If significant pulmonary hypertension was present before the transplant procedure, it may also persist in the postoperative period. This increase in right ventricular afterload can generate significant strain on the newly transplanted right ventricle (which is accustomed to pumping against a normal mean pulmonary artery pressure). Tricuspid regurgitation is often present following the transplant (especially if the biatrial technique was used), and this may be exacerbated by increased right ventricular strain. Through its effects as a pulmonary vasodilator, isoproterenol can often reduce the right ventricular afterload that is frequently present. However, when significant pulmonary hypertension persists postoperatively, intravenous nitroglycerine, nitroprusside, and prostaglandin E may be required. If vasodilators are used in this setting, systemic infusion of α-agonists such as norepinephrine or phenylephrine may be needed to support the systemic arterial pressure. Inhaled nitric oxide offers the advantage of reducing pulmonary vascular resistance while causing minimal systemic side effects and without increasing shunting.143–147 Routine measurement of methemoglobin level is required when nitrate-containing pulmonary vasodilators are employed. Recently, sildenafil, a cyclic guanosine monophosphate (cGMP)-specific phosphodiesterase type 5 inhibitor has been used with success for persistent pulmonary hypertension, and to prevent rebound after withdrawal of inhaled NO.132 Owing to the expense associated with the use of inhaled NO, other inhaled therapies have been evaluated (NO donors and prostaglandin analogues) and appear to be of equal benefit.148–151 However, the half-lives of these medications mandate repeated dosing.
Right and Left Ventricular Assist Devices
Patients with failing hearts are frequently bridged to transplantation using mechanical cardiac assist devices. Both left (LVAD) and right (RVAD) ventricular assist devices are used.152,153 Preliminary reports suggest that although mechanical devices may be associated with more serious adverse effects, they may be superior to medical therapy alone in supporting the patient to transplantation.154 The role of ventricular assist devices in right ventricular failure or primary graft failure following transplantation is evolving. A report from New York reviewed one institution's experience with assist devices in 462 transplants. Of the 20 patients diagnosed with primary cardiac graft dysfunction, 11 received RVAD, 4 required LVAD, 3 received biventricular support, and 2 were treated with intra-aortic balloon counterpulsation.155 This group with primary graft dysfunction tended to have longer ischemic times and developed early noncardiac organ dysfunction, which was the primary mode of death in the nonsurvivors. Forty-five percent were weaned from mechanical support; the mean duration of support was 114.7 ± 207 hours (median = 54 hours). The 2-year survival in this group with primary graft dysfunction was 67% compared to 79% in the entire cohort. The authors reported that ventricular recovery within 96 hours was associated with better early survival.

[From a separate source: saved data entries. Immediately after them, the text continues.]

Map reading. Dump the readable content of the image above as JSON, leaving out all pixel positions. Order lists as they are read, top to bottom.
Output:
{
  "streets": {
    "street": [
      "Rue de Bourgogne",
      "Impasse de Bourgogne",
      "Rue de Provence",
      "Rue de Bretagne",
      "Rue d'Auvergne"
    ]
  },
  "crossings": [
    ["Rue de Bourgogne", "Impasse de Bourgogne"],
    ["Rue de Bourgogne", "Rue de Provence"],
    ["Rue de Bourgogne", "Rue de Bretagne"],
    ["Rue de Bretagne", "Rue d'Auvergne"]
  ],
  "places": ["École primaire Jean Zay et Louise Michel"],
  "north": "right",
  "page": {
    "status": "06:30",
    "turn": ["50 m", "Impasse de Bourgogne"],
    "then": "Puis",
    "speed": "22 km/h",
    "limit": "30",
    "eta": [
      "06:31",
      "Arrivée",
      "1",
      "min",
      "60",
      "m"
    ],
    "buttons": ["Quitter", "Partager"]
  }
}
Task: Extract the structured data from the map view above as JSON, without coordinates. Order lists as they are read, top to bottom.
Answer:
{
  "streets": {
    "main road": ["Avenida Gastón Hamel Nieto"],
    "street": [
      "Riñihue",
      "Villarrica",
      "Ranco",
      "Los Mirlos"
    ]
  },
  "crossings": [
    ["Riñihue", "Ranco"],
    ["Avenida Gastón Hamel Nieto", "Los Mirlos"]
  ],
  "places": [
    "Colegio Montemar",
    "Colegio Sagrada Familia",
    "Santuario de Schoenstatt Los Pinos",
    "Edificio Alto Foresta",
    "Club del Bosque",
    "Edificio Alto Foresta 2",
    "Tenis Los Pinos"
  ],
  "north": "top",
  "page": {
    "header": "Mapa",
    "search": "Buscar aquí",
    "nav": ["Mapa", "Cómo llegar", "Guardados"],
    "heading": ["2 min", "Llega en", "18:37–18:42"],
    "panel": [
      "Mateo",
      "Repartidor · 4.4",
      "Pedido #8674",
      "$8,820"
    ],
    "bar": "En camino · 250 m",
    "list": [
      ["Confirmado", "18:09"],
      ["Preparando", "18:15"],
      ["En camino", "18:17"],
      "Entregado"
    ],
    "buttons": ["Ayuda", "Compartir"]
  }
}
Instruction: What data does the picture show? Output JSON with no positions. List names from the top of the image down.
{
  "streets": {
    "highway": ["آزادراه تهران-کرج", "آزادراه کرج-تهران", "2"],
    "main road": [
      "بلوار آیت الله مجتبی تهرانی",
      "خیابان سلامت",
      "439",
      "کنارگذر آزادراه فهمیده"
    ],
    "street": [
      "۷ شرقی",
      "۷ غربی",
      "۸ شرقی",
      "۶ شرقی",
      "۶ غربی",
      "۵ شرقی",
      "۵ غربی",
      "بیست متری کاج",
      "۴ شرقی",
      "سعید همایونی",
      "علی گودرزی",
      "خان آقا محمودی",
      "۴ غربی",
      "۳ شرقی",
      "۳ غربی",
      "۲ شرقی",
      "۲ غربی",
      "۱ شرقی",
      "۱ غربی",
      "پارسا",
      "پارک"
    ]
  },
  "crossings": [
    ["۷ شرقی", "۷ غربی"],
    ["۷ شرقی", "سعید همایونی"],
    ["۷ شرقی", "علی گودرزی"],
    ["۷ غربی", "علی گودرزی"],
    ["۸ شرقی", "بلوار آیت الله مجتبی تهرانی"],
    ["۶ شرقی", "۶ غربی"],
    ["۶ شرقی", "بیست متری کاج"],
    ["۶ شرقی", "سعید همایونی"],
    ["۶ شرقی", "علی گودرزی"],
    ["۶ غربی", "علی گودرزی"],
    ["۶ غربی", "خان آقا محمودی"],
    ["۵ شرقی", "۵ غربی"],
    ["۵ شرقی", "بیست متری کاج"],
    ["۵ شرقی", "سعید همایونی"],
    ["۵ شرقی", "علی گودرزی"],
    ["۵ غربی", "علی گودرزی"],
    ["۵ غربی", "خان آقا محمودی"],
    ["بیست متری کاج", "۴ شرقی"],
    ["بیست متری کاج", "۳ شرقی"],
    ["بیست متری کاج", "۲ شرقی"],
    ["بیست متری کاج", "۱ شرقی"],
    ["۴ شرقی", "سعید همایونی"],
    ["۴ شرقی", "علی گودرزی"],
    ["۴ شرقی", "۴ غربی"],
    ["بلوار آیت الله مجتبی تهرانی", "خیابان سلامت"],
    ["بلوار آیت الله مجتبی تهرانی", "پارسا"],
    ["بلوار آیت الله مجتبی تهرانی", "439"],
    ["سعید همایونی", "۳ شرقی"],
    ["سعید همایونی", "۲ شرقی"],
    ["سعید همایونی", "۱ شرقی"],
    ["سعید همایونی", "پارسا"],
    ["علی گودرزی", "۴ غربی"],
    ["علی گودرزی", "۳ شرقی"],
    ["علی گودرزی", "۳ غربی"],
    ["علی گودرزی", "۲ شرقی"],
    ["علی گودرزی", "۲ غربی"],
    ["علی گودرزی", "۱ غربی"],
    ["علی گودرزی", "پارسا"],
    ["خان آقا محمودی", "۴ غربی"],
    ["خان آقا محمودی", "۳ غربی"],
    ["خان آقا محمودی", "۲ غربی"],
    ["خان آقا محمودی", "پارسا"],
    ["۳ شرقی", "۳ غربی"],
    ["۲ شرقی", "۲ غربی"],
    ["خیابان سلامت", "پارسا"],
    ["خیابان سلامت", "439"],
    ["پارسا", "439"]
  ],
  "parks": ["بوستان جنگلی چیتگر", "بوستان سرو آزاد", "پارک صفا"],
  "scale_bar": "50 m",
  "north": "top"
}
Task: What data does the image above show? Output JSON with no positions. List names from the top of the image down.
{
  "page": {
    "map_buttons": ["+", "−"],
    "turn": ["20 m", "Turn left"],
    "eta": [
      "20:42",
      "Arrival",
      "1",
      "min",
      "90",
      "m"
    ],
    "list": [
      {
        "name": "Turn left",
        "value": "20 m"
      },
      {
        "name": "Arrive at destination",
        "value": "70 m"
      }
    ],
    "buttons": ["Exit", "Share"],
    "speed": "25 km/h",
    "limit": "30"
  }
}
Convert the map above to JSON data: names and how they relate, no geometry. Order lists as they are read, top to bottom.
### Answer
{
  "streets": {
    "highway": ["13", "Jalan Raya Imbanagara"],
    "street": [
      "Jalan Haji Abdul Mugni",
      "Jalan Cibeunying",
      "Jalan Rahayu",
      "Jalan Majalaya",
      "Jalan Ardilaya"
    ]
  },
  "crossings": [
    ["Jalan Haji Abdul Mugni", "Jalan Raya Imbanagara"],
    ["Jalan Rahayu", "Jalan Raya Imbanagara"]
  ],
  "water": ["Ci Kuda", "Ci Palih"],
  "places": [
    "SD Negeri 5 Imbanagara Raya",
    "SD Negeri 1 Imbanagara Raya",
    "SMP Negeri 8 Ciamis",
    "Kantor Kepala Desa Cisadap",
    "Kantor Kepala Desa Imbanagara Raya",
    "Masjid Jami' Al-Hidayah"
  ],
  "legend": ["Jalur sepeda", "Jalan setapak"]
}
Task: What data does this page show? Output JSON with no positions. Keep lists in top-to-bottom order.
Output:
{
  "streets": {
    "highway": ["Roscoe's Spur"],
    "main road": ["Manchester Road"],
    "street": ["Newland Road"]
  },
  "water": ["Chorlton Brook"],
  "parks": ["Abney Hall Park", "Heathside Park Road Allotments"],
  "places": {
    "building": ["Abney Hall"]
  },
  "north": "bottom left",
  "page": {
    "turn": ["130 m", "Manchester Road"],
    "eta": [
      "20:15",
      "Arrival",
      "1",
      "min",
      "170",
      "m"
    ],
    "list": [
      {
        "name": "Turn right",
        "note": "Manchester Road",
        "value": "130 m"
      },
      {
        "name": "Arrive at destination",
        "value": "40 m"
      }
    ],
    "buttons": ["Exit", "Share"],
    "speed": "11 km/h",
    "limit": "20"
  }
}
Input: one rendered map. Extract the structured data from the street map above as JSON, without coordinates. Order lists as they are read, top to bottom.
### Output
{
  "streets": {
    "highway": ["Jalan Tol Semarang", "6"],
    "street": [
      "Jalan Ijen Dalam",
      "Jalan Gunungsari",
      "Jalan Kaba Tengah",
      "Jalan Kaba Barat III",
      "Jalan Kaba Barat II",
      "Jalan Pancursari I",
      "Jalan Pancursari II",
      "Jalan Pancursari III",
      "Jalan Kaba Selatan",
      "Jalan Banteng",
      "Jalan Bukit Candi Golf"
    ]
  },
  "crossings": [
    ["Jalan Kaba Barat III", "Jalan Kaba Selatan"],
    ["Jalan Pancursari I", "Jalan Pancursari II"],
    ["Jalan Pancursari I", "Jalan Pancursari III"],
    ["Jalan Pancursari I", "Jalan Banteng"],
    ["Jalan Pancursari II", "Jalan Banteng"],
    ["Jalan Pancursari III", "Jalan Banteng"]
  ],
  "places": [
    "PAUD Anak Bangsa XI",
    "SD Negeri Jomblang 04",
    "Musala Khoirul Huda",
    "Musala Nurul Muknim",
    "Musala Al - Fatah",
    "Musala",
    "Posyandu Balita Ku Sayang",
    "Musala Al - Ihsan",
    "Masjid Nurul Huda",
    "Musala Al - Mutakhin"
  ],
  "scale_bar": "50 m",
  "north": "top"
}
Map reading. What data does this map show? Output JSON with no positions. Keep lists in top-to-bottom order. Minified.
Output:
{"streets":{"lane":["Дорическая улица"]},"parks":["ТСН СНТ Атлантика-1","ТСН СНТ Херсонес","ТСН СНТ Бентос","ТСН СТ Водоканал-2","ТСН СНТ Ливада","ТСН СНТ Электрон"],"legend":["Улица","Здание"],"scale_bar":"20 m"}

Though immunosuppressive regimens have improved the impact of episodes of acute rejection on graft function and overall survival among heart transplant recipients, this complication still is responsible for 7% of deaths within the first 30 days of the procedure.156 Most episodes of acute rejection are asymptomatic and are diagnosed on routine endomyocardial biopsy. When symptoms are present, they are often nonspecific and may include fever, malaise, hypotension, congestive heart failure, or reduced exercise tolerance and fatigue. Consequently, surveillance for rejection through the use of endomyocardial biopsy has become standard practice. When performed by an experienced operator, this procedure is associated with a morbidity of less than 1% and a procedure-related mortality of less than 0.2%.157,158 The most concerning complication of this procedure is cardiac perforation with acute pericardial tamponade or injury to the tricuspid valve. Typically biopsies (with multiple sampling) are performed 5 to 7 days following the transplantation and then twice weekly for the first 2 months.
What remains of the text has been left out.